I suspect that the best treatment is to treat “Fragile Gut” and then perhaps chymotrypsin will go back to normal all by itself.


Conclusion

There is no single therapy for autism applicable to all.  There can never be, because many hundreds, if not thousands, of dysfunctions can lead to an autism diagnosis.  You need to treat the dysfunction, not the vague observational diagnosis. 

You do not need to treat someone else's dysfunction, perhaps in vogue on Facebook, or the holistic therapist's pet dysfunction, you need to treat your specific person's actual dysfunction.

It is clear that some people, from all parts of the autism spectrum, can/do benefit from dietary intervention, but you have to match the dietary intervention to the underlying dysfunction (autism is not the dysfunction).

Buying organic chicken nuggets is unlikely to help anyone’s autism.  Stopping eating fried food might indeed do some marginal good, in some cases.
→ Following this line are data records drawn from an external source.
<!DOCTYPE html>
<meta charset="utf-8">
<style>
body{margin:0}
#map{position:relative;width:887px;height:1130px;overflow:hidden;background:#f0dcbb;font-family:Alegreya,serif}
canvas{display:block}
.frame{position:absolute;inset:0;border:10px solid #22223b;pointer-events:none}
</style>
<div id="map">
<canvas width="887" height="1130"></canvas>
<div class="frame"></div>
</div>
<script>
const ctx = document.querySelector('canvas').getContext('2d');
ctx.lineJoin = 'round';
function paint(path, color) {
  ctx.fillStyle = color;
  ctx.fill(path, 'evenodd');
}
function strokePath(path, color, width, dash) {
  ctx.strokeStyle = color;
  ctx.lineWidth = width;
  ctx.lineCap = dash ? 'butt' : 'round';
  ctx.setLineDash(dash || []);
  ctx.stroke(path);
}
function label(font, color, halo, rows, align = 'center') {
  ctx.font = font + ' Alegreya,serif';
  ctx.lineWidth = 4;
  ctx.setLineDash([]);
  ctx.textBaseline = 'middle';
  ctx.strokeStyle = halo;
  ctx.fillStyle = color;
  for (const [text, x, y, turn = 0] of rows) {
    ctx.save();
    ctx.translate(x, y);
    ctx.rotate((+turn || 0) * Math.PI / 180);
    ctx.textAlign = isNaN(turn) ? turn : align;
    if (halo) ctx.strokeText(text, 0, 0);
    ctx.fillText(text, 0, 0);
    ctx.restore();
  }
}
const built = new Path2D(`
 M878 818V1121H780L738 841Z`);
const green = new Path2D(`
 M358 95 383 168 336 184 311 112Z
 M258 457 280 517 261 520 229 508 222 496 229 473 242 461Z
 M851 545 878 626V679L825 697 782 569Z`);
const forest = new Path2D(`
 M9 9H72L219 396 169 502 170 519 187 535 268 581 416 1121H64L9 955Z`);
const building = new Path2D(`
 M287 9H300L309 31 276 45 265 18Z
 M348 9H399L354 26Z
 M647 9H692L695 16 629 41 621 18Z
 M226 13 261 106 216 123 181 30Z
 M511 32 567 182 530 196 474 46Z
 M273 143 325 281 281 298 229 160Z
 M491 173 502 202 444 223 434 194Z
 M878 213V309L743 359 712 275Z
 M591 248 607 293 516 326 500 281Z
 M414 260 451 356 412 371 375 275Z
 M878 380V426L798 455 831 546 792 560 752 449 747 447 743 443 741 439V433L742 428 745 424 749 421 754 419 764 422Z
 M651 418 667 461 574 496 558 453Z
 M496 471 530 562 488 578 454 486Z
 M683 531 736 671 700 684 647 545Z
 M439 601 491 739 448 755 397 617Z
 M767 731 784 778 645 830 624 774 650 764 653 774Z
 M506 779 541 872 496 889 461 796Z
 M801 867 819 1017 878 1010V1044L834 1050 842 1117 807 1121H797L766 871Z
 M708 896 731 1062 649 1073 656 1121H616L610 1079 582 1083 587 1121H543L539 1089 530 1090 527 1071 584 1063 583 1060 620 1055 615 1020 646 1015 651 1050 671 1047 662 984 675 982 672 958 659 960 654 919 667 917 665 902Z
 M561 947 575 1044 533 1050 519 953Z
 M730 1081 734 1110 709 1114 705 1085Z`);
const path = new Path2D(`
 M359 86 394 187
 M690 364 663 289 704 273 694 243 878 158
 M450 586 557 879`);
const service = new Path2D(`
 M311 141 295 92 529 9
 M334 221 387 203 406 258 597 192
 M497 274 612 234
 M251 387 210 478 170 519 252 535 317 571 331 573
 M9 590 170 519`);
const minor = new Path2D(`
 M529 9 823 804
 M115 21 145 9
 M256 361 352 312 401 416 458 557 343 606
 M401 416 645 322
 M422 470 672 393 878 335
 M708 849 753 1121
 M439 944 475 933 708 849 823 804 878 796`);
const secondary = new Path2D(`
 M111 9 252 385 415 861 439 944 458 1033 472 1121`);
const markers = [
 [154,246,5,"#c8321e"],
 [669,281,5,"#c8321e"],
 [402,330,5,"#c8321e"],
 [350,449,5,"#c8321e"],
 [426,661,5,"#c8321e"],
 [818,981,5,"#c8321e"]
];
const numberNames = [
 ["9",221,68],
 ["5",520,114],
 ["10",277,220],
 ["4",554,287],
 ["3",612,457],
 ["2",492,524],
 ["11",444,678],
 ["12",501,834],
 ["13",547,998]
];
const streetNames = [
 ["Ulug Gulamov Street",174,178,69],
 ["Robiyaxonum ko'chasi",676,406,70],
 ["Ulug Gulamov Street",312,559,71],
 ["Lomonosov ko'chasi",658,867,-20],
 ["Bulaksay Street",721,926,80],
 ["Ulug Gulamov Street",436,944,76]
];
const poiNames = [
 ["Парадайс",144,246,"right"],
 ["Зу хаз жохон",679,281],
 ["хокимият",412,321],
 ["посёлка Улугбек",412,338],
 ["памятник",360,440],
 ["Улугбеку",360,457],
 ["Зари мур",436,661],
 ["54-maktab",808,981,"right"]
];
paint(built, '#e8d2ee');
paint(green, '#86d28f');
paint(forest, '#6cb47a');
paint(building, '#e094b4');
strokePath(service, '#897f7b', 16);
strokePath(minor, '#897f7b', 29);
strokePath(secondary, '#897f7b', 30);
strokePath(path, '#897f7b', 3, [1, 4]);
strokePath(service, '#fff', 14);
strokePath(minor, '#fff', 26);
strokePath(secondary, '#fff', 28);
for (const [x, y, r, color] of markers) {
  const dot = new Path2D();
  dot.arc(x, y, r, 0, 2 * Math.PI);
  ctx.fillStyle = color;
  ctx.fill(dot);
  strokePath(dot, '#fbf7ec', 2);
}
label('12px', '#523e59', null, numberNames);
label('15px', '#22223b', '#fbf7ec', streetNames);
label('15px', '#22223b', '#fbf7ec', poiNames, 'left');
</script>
My son loves fish soups and meat-based soups, made the old-fashioned way, making a stock by boiling up the bones.  It makes very tasty soup, but it did not make autism go away. Some people apparently buy bone broth to "heal the gut".  If you regularly eat non-farmed oily fish there is no need for expensive fish oil supplements.  
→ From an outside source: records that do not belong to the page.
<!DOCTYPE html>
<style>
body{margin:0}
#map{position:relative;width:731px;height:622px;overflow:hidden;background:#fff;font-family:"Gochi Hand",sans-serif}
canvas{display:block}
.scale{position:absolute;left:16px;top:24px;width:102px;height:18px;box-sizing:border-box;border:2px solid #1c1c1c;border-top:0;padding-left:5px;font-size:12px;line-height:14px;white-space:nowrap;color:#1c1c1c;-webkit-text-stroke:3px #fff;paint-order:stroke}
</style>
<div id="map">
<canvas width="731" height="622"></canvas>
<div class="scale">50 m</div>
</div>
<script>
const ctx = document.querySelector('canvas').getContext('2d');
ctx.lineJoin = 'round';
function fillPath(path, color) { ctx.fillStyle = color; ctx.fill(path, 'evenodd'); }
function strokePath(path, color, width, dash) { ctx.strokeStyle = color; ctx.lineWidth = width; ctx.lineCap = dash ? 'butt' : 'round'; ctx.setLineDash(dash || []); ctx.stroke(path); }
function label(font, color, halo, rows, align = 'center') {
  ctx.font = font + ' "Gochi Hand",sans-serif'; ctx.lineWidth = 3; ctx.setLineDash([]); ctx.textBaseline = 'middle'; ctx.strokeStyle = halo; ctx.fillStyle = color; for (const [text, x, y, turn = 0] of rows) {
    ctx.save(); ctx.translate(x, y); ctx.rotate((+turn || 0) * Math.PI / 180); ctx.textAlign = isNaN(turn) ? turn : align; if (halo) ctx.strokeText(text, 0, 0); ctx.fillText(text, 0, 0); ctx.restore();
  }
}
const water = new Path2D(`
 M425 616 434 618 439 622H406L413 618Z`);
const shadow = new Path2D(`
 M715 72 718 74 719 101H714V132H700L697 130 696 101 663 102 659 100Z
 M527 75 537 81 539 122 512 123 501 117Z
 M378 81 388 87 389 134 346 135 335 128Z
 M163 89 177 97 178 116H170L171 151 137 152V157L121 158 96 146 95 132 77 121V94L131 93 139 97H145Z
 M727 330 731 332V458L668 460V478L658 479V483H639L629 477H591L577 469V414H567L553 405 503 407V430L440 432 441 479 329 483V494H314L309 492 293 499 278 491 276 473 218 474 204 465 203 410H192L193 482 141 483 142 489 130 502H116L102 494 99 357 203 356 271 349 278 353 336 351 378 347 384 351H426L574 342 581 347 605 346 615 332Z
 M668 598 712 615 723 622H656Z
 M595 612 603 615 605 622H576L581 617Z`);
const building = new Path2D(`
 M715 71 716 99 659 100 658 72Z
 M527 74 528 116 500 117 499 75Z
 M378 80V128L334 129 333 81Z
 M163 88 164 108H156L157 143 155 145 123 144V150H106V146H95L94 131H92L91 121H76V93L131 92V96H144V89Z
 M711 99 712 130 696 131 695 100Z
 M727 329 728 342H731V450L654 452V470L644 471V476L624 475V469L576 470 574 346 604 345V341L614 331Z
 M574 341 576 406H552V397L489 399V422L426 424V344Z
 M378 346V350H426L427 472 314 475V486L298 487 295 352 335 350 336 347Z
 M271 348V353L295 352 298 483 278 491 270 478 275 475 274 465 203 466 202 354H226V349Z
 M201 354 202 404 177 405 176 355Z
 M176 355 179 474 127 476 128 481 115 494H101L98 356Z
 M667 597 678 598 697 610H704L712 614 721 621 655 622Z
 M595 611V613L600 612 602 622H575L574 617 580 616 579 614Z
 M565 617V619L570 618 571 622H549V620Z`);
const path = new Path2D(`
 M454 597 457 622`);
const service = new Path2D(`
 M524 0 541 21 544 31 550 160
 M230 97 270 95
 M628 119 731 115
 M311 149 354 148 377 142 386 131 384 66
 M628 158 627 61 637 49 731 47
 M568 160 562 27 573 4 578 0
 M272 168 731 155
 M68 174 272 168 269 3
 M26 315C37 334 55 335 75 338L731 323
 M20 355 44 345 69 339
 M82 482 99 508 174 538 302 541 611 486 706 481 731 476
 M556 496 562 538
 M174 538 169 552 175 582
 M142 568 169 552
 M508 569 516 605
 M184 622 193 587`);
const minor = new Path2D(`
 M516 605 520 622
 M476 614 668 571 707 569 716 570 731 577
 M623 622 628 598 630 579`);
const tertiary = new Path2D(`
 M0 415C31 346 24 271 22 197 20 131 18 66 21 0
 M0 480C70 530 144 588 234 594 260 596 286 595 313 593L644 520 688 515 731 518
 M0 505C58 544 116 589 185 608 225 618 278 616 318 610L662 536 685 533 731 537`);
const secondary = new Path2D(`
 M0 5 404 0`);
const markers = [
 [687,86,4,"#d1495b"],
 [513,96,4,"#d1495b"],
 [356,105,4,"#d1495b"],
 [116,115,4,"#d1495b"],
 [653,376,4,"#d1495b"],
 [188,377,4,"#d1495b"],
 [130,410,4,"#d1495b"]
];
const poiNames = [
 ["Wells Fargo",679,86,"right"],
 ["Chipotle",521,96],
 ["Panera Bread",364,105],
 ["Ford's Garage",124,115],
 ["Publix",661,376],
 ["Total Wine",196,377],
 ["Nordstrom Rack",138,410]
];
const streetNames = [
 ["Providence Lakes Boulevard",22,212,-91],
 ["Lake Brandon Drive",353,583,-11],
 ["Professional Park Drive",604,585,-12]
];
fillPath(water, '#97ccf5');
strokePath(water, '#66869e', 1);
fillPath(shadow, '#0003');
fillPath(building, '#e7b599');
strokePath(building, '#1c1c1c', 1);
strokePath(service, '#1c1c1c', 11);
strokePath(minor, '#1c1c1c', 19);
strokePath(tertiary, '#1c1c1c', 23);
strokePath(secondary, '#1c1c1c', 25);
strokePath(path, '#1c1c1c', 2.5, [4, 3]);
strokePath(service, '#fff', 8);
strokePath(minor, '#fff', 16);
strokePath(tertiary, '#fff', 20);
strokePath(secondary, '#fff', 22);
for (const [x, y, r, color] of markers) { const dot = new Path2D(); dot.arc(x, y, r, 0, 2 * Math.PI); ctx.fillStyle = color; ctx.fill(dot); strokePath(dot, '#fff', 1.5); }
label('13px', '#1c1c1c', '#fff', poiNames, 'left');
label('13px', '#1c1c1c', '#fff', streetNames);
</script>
Identifying any genuine food allergies, food intolerance and unusual chemical allergies/intolerances, like histamine, should reduce the occurrence of autism flare-ups/exacerbations.  Not all commercial food allergy testing is reliable, even though it might be expensive, it is just a business.  It is another case of buyer beware, like all exotic tests.

You will find anecdotes of wonderful improvement using dietary intervention, but you will struggle to find peer-reviewed clinical trials showing similar results. This just shows that only a sub-group, at most, are responders.

Only a dietary therapy that matches a genuine underlying dysfunction can be beneficial.  The same is equally true for all drug interventions for autism.

If your only therapies are dietary, you have really only scratched the surface of ways to potentially treat autism.  If you live in a country with no science-based autism MDs, you will have to do plenty of homework yourself.

For most people the best source of gut bacteria is likely a varied diet and this should be accompanied by a diet rich in fiber.

The many people with autism who have a very restricted diet and GI issues would seem the most likely to benefit from dietary interventions; but that might be stating the obvious.  Can people with severe autism, but a varied diet and no GI problems benefit from dietary intervention?  This is certainly possible and so should be considered, but looks less likely.

Commercially available probiotics range from quite potent ones that do have immunomodulatory effects, to mild ones to treat stomach upsets, to others that do very little.  Some people respond negatively to specific probiotics that might be beneficial to another person. 

Modifying the microbiome is the target of many new medical products in development.  These products are not related to GI problems, they are using the microbiome to produce chemicals in the gut that then get absorbed and act just like a drug does. A slow sustained release of such chemicals inside the gut can be more beneficial that taking a drug by mouth, or nose or vein.  Oxytocin produced in the gut is a good example.

I think dietary autism therapies require even more trial and error than pharmaceutical autism therapies.  The bigger the effort and cost, the bigger the potential placebo effect becomes.  

On the plus side, dietary therapy is easy to access, which is why it is so popular.

This post was not overly complicated, but it was long.